I found you though, didn’t I? He reached out a thin, pasty hand and touched the gilded frame of the Mirror with loving reverence.
I found you.
He had switched his now obsessive library reading from the Mirror to the Room of Requirement, something that didn’t go unnoticed by the Librarian. He had no time for people these days though, so her comments washed over him like so much useless air. His fascination with the Mirror had reached fever pitch, and he was now forsaking friendships and civil social interaction in order to finally find his prize. Occasionally, a fellow student would state their concern for him, but he didn’t care. Teachers, students, they were all background noise to him now. All that mattered was his quest. Even his parents had become a nuisance. The owls that they sent from home, begging for word on how he was doing, were either left unread or thrown irritably into the common room fire. It was all distraction to him. Nothing else mattered. He had to find that Mirror.
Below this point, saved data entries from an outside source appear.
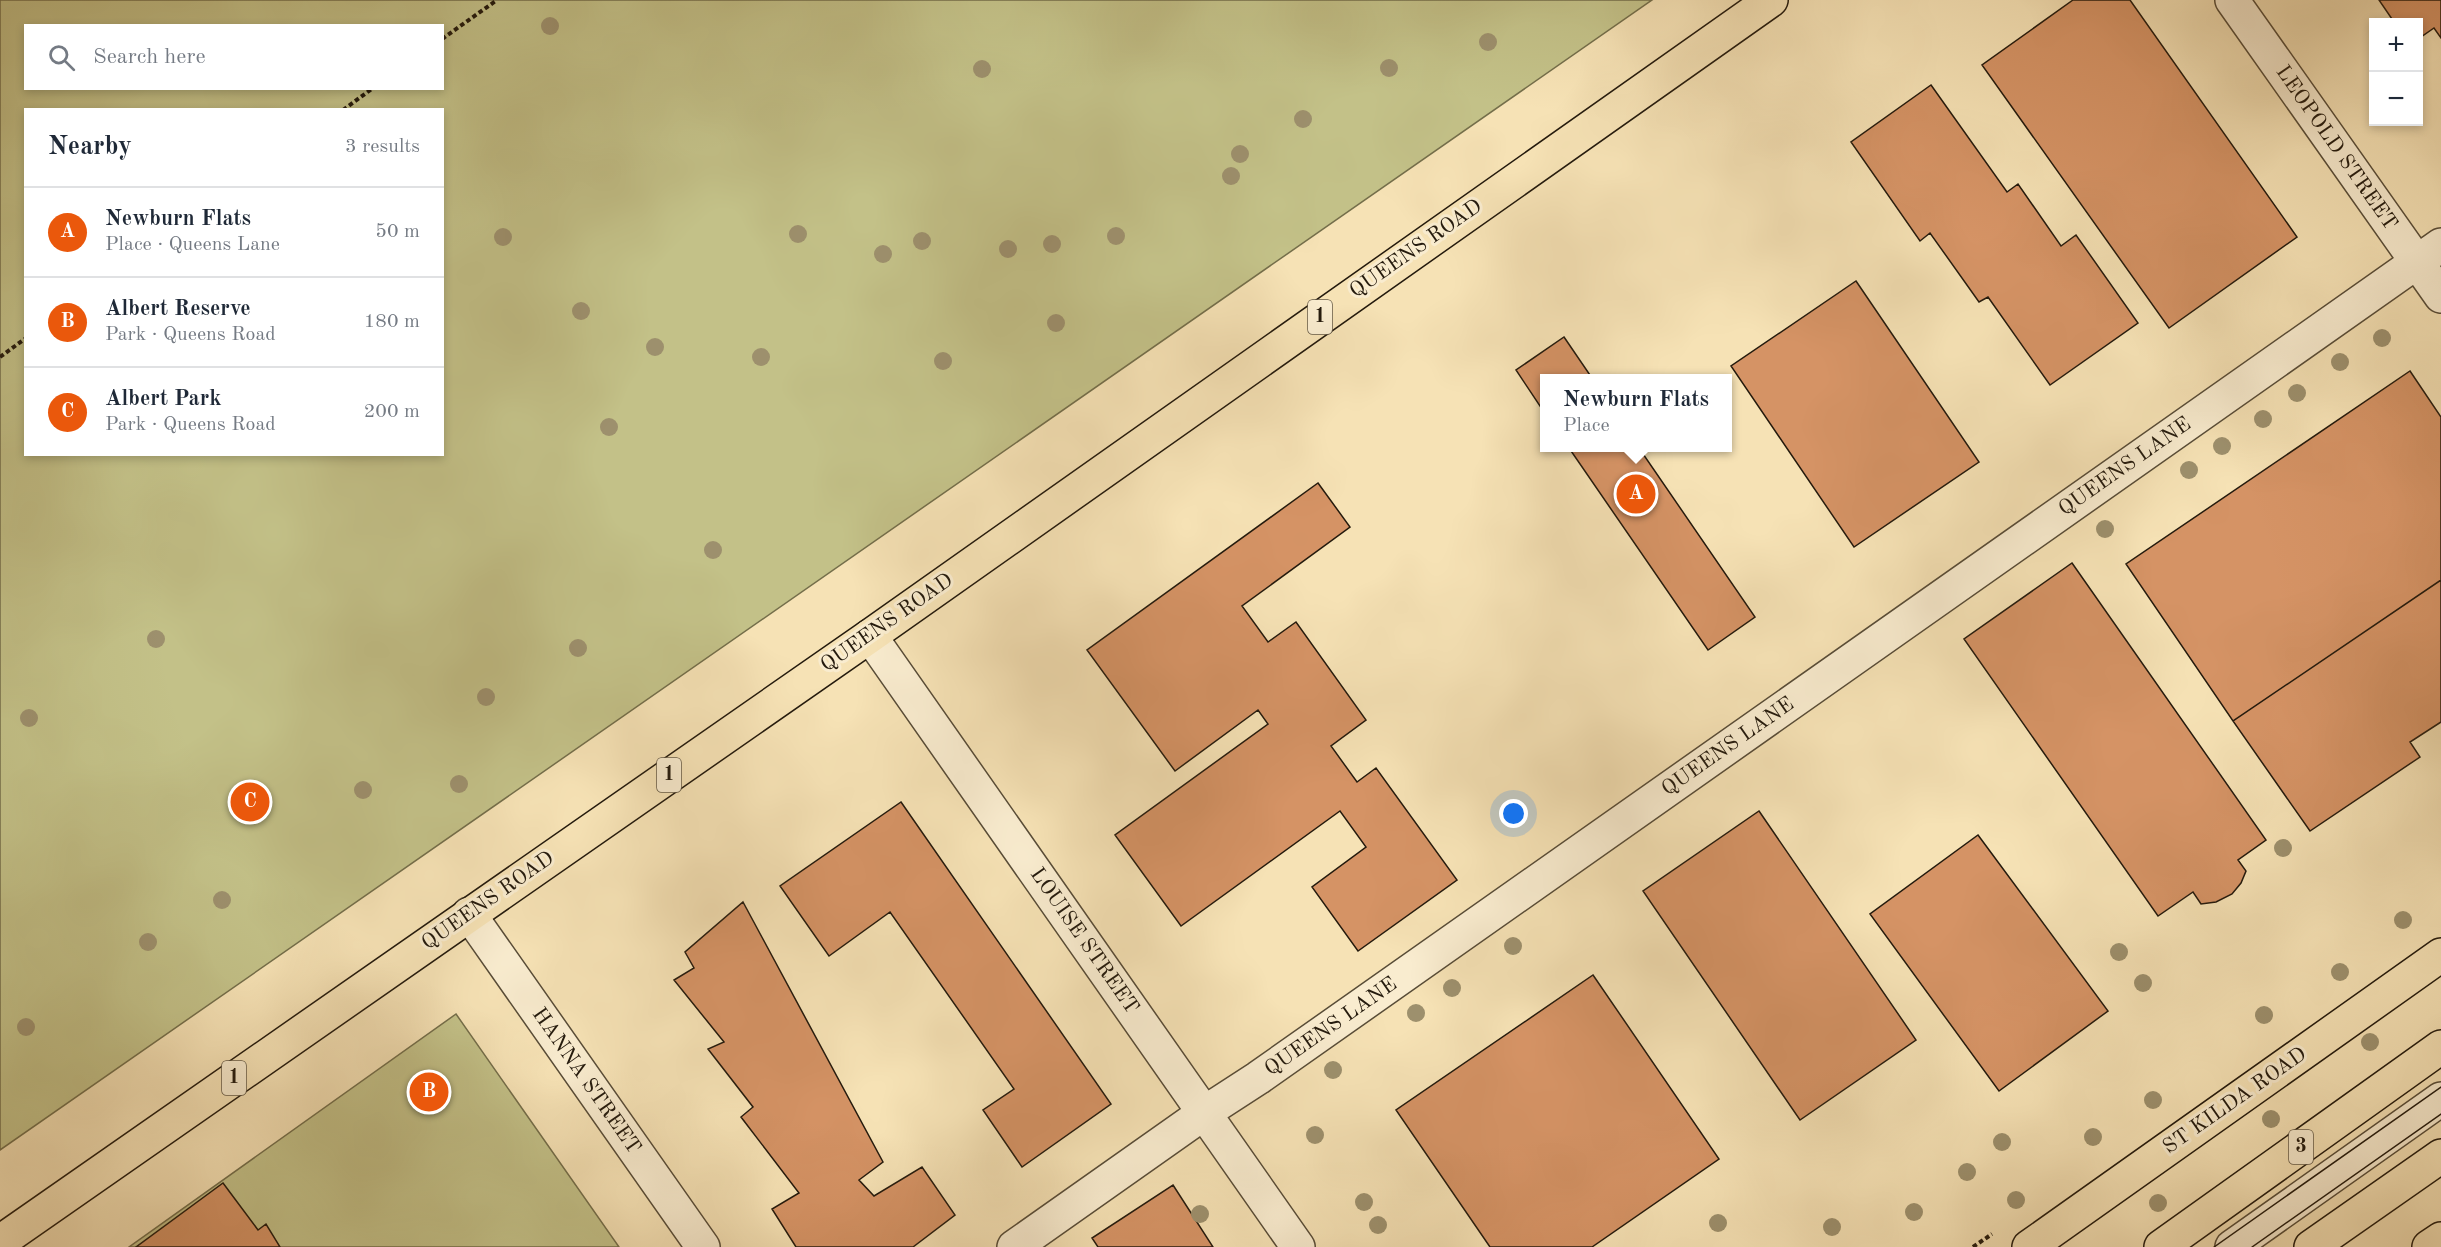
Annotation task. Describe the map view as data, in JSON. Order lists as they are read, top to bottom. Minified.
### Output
{"streets":{"main road":["QUEENS ROAD","1","ST KILDA ROAD","3"],"street":["LEOPOLD STREET","QUEENS LANE","LOUISE STREET","HANNA STREET"]},"crossings":[["LEOPOLD STREET","QUEENS LANE"],["QUEENS ROAD","LOUISE STREET"],["QUEENS ROAD","HANNA STREET"],["QUEENS LANE","LOUISE STREET"]],"page":{"map_buttons":["+","−"],"search":"Search here","heading":["Nearby","3 results"],"list":[{"mark":"A","name":"Newburn Flats","note":"Place · Queens Lane","value":"50 m"},{"mark":"B","name":"Albert Reserve","note":"Park · Queens Road","value":"180 m"},{"mark":"C","name":"Albert Park","note":"Park · Queens Road","value":"200 m"}],"popup":["Newburn Flats","Place"],"pins":["A","C","B"]}}
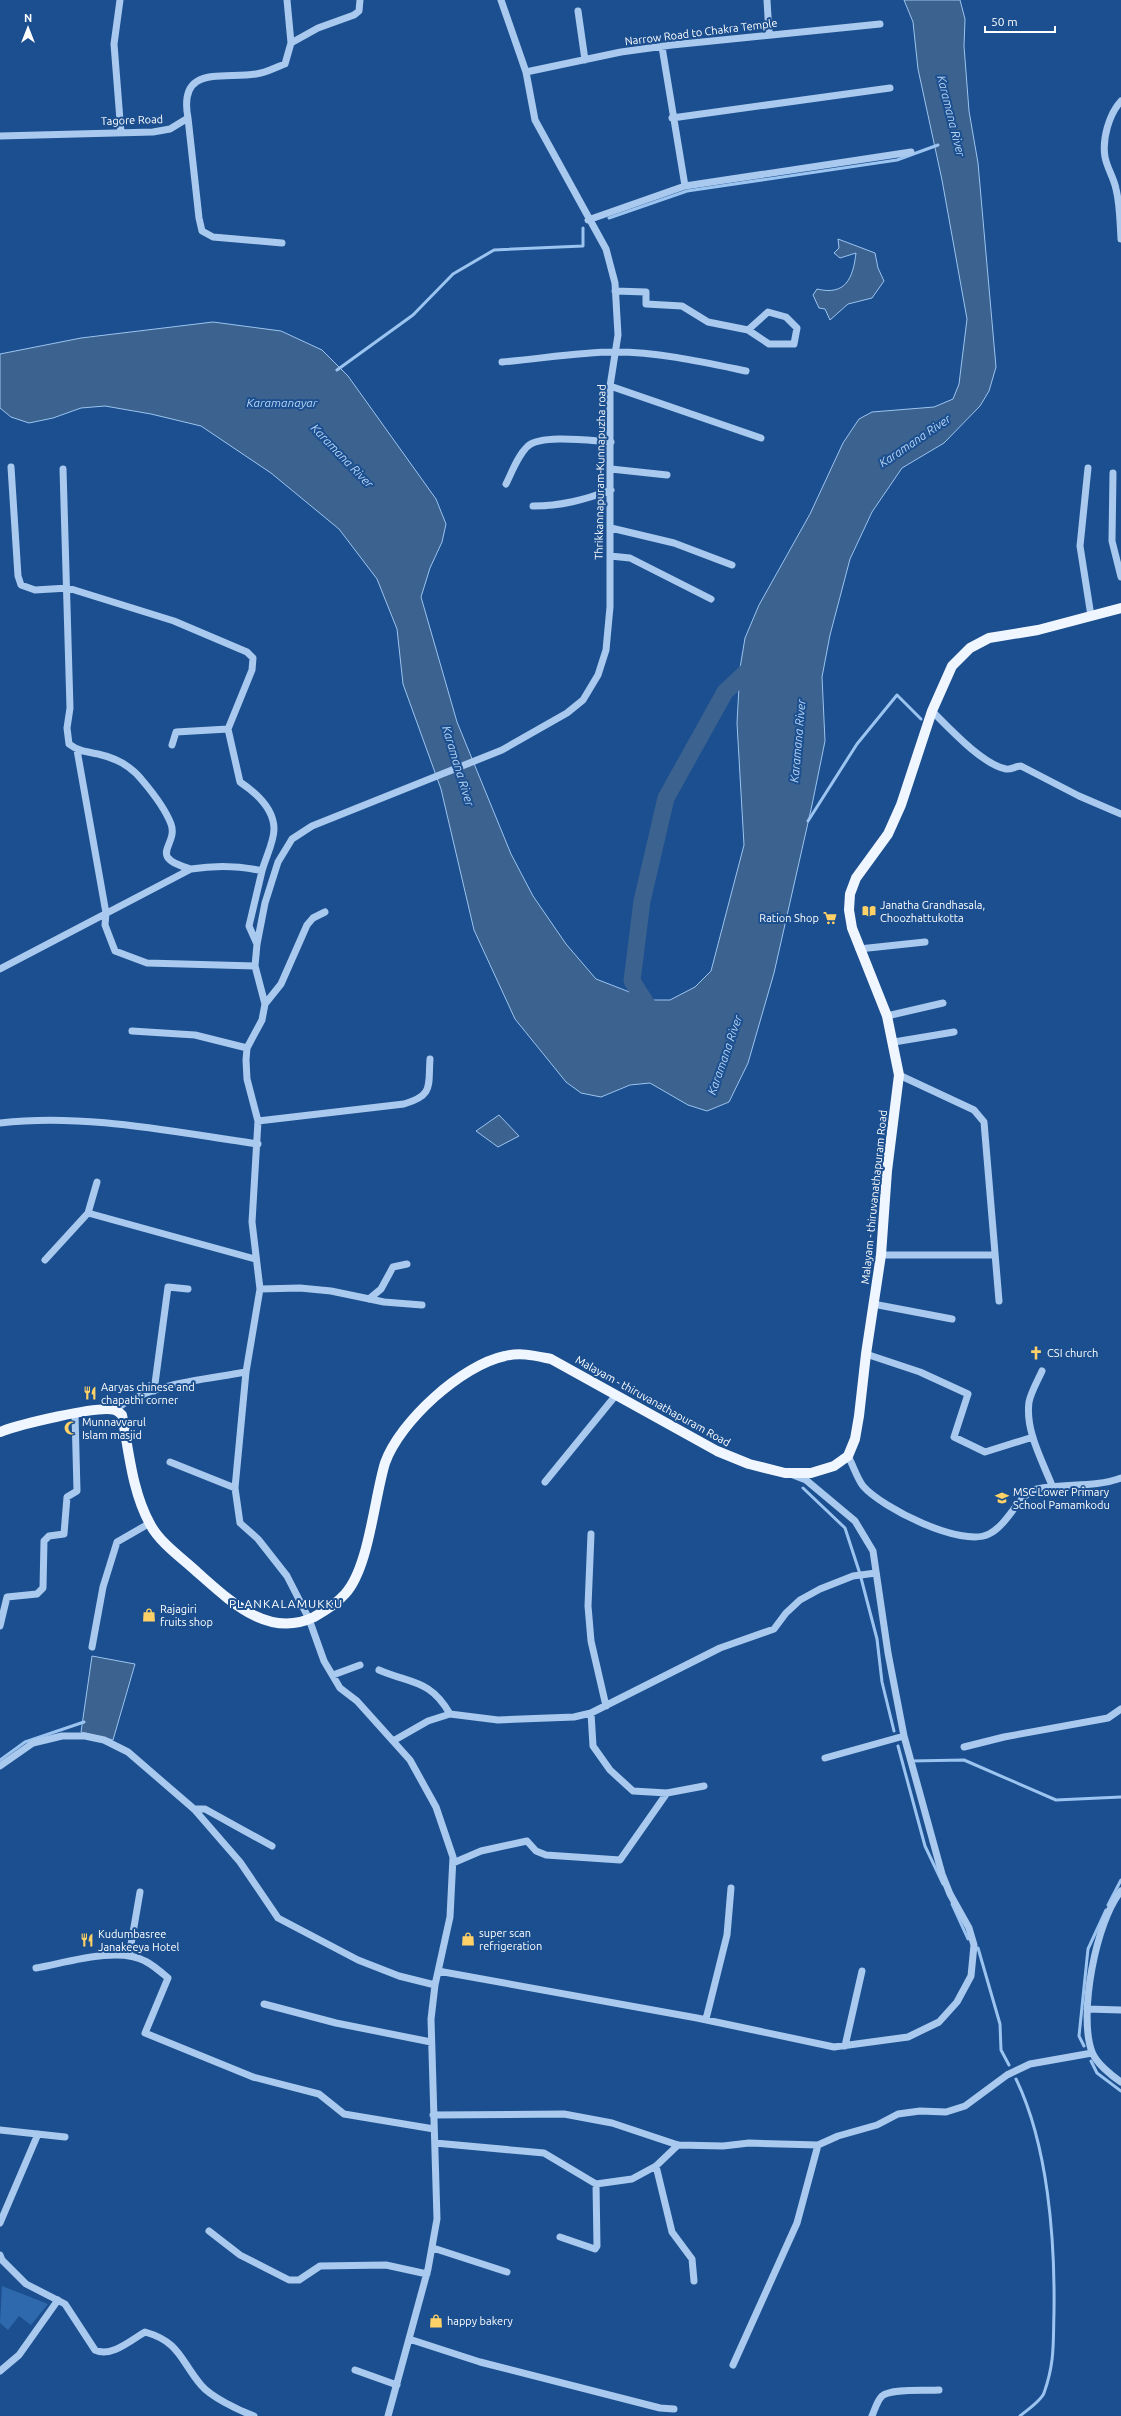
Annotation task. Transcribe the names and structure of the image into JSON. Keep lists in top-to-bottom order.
{
  "streets": {
    "main road": ["Malayam - thiruvanathapuram Road"],
    "street": ["Narrow Road to Chakra Temple", "Tagore Road", "Thrikkannapuram-Kunnapuzha road"]
  },
  "crossings": [
    ["Narrow Road to Chakra Temple", "Thrikkannapuram-Kunnapuzha road"]
  ],
  "districts": ["PLANKALAMUKKU"],
  "water": ["Karamana River", "Karamanayar"],
  "places": {
    "library": ["Janatha Grandhasala, Choozhattukotta"],
    "supermarket": ["Ration Shop"],
    "church": ["CSI church"],
    "restaurant": ["Aaryas chinese and chapathi corner", "Kudumbasree Janakeeya Hotel"],
    "mosque": ["Munnavvarul Islam masjid"],
    "school or university": ["MSC Lower Primary School Pamamkodu"],
    "shop": ["Rajagiri fruits shop", "super scan refrigeration", "happy bakery"]
  },
  "scale_bar": "50 m",
  "north": "top"
}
His research into the Room of Requirement eventually yielded fruit. Little was known about it, at least from what was written down, but one small piece of information was enough to set him on a new and refreshed search. Buried within one of the many books that he incessantly pored over was a mention of the Room of Requirement last being located somewhere on the seventh floor. That was enough for him. Hogwarts castle was huge, so to have his desperate search narrowed down to one particular corridor was like manna from Heaven. He copied down this particular entry and kept that small piece of parchment with him at all times. It became his key to finding the Mirror. It was within his grasp; he could almost taste it.
He let go of his legs and splayed them out in front of him, knowing that if he didn’t want to get terrible cramp he needed to change position every so often. He had learned that the hard way. It was typical that he would have a flying lesson right after a particularly lengthy time with the Mirror. He had been so stiff and sore that he had been excused from the lesson and sent to the hospital wing, and that was when another idea came to him. He had not grown up a sickly child, and in his first and second years of Hogwarts – they seemed like distant past lives now – he had barely gotten ill, but after that trip to the hospital wing he had hit upon a fresh source of reasons to be out of class. All of a sudden he became terribly ill a lot of the time, at least according to the teachers. His obsession with finding the Mirror, and then with using it, forced him to miss classes on a regular basis. There had been Talkings To and Letters Home, but he didn’t care about any of that stuff anymore. He just nodded and promised to do better, but that was all lip-service. His time at Hogwarts had become about one thing and one thing only, finding the Mirror of Erised.
With his search now significantly focussed, he started to spend as much time as possible on the seventh floor as he could. There was a time when he would have toiled over plausible excuses as to why he was there, but nothing like that mattered anymore. This was the closest that he had ever come to finding the Mirror and he wasn’t about to let trifling things like school rules stand in his way. That didn’t go down too well with the caretaker, Argus Filch, who had apparently tended the halls of Hogwarts in the days of Harry Potter. The word was that he was so spiteful and set in his ways that, when he died, he remained within the castle as a ghost and never relinquished his role of caretaker. He had fallen foul of Filch on numerous occasions, but he didn’t care. The drone of teachers, of friends, his parents, Filch, all turned to white noise in his ears. He simply didn’t have time for any of them anymore. He had a purpose and nothing was going to stand in his way.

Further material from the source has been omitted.